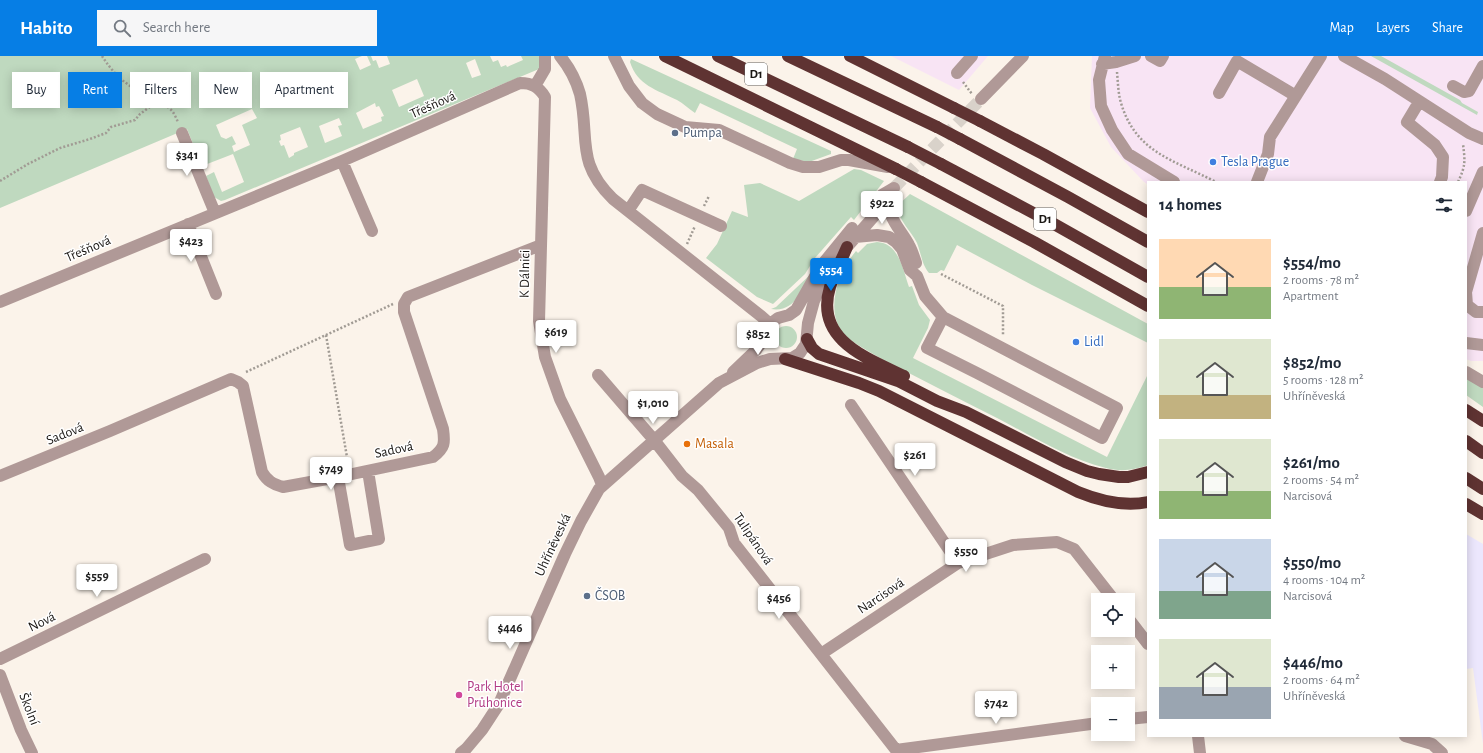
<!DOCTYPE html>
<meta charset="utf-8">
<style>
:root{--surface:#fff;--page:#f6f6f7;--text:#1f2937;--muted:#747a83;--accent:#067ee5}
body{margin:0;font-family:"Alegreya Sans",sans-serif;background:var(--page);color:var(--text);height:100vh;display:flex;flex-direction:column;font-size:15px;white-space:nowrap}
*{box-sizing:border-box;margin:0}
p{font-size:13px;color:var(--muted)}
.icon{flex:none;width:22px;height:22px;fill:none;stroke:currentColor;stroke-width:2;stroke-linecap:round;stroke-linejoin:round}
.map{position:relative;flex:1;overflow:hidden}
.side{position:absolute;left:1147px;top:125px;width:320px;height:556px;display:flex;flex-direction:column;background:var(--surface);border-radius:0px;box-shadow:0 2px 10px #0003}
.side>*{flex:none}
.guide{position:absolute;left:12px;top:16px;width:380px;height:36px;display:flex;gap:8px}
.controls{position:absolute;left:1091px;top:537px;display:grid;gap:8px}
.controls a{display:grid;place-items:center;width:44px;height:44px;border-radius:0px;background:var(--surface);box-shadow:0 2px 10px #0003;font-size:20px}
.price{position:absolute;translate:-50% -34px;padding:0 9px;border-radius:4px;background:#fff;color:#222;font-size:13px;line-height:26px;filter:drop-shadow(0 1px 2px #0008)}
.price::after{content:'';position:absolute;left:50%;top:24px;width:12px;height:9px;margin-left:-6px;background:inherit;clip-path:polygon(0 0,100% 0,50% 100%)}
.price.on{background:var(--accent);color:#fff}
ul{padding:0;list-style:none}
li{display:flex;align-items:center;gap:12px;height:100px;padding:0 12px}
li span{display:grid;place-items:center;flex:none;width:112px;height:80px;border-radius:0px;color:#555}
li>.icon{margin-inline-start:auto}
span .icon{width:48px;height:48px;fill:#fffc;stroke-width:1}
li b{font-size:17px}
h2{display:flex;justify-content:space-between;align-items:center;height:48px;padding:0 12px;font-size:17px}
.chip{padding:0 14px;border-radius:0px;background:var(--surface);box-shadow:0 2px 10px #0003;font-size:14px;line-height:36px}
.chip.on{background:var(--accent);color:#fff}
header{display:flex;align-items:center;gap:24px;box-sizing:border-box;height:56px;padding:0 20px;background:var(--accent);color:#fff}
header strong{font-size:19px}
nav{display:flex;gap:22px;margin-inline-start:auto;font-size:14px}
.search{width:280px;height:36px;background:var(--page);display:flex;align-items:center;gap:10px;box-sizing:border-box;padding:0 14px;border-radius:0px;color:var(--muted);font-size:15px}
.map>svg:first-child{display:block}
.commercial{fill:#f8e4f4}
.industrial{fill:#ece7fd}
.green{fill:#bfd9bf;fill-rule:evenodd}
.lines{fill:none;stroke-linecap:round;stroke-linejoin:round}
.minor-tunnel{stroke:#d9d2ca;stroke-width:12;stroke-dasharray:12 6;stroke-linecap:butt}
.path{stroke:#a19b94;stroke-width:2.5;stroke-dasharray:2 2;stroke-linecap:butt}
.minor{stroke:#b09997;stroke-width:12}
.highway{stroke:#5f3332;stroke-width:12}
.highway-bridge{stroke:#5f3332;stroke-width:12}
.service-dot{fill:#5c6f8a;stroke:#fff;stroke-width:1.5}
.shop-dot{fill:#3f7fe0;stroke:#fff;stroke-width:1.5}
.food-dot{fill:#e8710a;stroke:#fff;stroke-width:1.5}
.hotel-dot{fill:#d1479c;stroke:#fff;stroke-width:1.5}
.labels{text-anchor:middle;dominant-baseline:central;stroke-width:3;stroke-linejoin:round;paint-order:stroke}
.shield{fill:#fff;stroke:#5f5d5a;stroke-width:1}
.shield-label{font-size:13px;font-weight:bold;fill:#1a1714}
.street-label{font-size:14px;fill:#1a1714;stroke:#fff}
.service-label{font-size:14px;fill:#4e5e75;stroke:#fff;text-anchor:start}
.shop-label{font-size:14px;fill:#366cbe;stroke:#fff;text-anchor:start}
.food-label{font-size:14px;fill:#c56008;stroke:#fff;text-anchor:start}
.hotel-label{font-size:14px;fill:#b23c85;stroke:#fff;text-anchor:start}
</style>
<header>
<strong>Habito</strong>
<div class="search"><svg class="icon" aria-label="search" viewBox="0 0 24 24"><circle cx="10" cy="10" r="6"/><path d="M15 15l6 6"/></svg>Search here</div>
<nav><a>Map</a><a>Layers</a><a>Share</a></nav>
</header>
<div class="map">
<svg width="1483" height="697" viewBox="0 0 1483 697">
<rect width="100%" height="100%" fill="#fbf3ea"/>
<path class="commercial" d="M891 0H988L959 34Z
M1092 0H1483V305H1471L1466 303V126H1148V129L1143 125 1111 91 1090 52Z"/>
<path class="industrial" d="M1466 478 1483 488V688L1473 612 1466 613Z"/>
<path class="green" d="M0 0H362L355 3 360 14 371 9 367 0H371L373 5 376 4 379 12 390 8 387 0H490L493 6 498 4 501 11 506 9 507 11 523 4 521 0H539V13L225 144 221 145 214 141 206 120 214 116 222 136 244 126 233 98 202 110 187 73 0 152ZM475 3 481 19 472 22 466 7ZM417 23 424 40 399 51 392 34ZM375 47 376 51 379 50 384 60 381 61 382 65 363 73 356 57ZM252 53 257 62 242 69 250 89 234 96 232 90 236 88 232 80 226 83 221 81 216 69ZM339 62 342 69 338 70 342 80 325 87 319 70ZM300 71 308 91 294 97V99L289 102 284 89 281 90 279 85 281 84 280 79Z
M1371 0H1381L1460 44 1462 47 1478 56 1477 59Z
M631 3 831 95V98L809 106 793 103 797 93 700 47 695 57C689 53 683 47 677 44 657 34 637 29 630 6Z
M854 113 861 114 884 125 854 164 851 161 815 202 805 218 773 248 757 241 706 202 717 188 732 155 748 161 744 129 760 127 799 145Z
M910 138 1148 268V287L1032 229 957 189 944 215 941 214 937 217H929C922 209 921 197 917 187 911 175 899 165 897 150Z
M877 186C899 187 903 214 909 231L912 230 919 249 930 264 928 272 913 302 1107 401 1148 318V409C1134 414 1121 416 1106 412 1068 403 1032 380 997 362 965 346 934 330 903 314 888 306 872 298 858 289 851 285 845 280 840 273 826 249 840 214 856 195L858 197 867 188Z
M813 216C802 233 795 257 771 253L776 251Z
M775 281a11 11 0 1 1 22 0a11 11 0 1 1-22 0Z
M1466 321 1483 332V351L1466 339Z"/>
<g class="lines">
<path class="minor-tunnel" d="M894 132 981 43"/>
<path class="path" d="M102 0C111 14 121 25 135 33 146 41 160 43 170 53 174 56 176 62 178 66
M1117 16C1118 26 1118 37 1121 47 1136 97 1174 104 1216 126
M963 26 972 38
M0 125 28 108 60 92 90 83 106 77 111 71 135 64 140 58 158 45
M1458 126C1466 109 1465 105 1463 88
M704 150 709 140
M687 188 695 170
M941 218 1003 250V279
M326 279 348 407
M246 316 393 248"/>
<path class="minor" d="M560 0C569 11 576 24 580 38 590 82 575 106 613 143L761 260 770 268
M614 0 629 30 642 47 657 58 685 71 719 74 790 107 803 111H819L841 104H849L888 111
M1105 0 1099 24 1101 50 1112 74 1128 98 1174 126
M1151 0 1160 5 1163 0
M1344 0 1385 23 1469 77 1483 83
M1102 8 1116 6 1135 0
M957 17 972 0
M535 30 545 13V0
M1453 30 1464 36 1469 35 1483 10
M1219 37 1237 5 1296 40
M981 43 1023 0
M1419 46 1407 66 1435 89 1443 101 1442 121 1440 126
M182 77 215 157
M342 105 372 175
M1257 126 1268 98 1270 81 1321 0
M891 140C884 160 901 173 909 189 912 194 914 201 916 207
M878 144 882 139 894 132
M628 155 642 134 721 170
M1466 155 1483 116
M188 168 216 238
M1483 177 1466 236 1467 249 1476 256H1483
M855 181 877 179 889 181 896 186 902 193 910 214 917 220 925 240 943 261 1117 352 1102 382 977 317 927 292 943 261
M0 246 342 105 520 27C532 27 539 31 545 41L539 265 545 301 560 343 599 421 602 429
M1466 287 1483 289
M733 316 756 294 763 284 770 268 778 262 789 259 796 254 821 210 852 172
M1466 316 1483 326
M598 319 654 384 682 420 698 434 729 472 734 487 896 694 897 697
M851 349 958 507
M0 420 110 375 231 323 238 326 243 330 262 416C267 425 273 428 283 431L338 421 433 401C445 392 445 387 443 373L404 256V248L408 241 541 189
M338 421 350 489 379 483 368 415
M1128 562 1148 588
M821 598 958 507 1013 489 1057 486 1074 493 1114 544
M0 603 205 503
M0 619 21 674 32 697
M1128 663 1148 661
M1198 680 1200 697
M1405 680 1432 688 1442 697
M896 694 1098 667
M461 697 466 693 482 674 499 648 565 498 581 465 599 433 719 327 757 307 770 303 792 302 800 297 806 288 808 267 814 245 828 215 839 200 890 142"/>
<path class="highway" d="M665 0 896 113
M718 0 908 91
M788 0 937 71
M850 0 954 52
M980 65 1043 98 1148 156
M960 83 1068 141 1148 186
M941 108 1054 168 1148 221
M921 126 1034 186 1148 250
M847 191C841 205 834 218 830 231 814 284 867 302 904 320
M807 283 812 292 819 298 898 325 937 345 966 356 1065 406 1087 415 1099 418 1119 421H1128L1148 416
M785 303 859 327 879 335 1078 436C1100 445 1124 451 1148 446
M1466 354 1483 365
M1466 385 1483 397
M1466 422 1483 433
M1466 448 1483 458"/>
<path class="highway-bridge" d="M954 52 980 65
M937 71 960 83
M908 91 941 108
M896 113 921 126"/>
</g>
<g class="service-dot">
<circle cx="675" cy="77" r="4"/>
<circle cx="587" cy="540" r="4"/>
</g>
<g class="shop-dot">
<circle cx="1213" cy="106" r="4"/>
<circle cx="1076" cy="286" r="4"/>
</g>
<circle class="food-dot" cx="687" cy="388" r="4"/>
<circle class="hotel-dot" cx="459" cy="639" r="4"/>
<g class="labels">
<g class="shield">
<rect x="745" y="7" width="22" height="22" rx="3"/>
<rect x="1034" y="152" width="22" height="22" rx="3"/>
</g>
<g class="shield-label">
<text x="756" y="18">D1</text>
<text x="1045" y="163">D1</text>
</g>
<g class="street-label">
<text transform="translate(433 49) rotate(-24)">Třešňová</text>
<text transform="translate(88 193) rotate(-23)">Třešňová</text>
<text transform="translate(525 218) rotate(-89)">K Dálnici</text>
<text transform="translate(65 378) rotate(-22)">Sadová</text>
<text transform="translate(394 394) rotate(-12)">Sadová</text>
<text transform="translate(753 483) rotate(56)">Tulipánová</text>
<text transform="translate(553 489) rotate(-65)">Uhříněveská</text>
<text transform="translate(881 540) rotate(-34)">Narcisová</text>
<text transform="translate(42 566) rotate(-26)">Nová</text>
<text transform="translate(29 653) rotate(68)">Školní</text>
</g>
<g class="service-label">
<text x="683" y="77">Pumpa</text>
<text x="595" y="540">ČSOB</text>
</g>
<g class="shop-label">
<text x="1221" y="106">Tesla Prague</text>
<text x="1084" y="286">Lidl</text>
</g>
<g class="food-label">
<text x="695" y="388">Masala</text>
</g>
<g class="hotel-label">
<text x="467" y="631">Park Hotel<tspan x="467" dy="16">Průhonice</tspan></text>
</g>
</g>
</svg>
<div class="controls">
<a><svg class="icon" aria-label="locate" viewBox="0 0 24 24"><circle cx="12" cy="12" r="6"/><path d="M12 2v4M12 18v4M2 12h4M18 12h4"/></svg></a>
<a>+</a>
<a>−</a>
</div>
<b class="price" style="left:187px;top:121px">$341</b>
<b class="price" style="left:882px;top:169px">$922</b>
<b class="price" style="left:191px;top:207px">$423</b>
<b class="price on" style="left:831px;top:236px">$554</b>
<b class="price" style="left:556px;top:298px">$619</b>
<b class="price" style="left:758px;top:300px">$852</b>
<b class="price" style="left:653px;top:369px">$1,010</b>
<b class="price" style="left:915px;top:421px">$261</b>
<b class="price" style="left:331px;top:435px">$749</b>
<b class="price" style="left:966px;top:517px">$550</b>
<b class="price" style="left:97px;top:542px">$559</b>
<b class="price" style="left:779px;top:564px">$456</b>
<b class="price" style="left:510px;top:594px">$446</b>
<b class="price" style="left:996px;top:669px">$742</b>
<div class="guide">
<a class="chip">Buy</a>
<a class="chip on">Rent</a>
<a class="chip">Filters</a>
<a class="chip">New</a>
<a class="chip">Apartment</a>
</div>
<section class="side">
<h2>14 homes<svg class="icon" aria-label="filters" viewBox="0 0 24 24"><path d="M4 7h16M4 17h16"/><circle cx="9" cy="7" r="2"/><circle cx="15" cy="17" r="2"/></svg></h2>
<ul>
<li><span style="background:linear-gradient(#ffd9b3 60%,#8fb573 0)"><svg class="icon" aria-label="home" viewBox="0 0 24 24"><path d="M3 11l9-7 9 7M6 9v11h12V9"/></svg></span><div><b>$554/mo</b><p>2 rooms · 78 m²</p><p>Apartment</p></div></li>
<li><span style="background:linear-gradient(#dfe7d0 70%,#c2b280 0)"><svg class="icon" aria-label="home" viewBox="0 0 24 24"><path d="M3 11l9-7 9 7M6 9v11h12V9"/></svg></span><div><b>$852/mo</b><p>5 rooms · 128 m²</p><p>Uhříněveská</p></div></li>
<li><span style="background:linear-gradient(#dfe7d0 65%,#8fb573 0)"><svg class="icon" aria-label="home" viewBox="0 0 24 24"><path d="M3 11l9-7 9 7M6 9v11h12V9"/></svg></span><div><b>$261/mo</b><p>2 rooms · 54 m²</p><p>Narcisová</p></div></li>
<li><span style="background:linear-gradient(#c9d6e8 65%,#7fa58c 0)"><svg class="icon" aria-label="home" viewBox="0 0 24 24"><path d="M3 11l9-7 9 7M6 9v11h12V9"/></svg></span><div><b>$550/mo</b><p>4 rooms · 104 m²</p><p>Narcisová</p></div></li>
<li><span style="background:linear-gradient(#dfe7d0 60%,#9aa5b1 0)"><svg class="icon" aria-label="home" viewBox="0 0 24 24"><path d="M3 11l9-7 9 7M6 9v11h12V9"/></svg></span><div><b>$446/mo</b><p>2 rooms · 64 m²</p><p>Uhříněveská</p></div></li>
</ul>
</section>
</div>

→ **Work order**
Could you find every line in the records above that has the string "controls" and copy it?

→ **Answer space**
.controls{position:absolute;left:1091px;top:537px;display:grid;gap:8px}
.controls a{display:grid;place-items:center;width:44px;height:44px;border-radius:0px;background:var(--surface);box-shadow:0 2px 10px #0003;font-size:20px}
<div class="controls">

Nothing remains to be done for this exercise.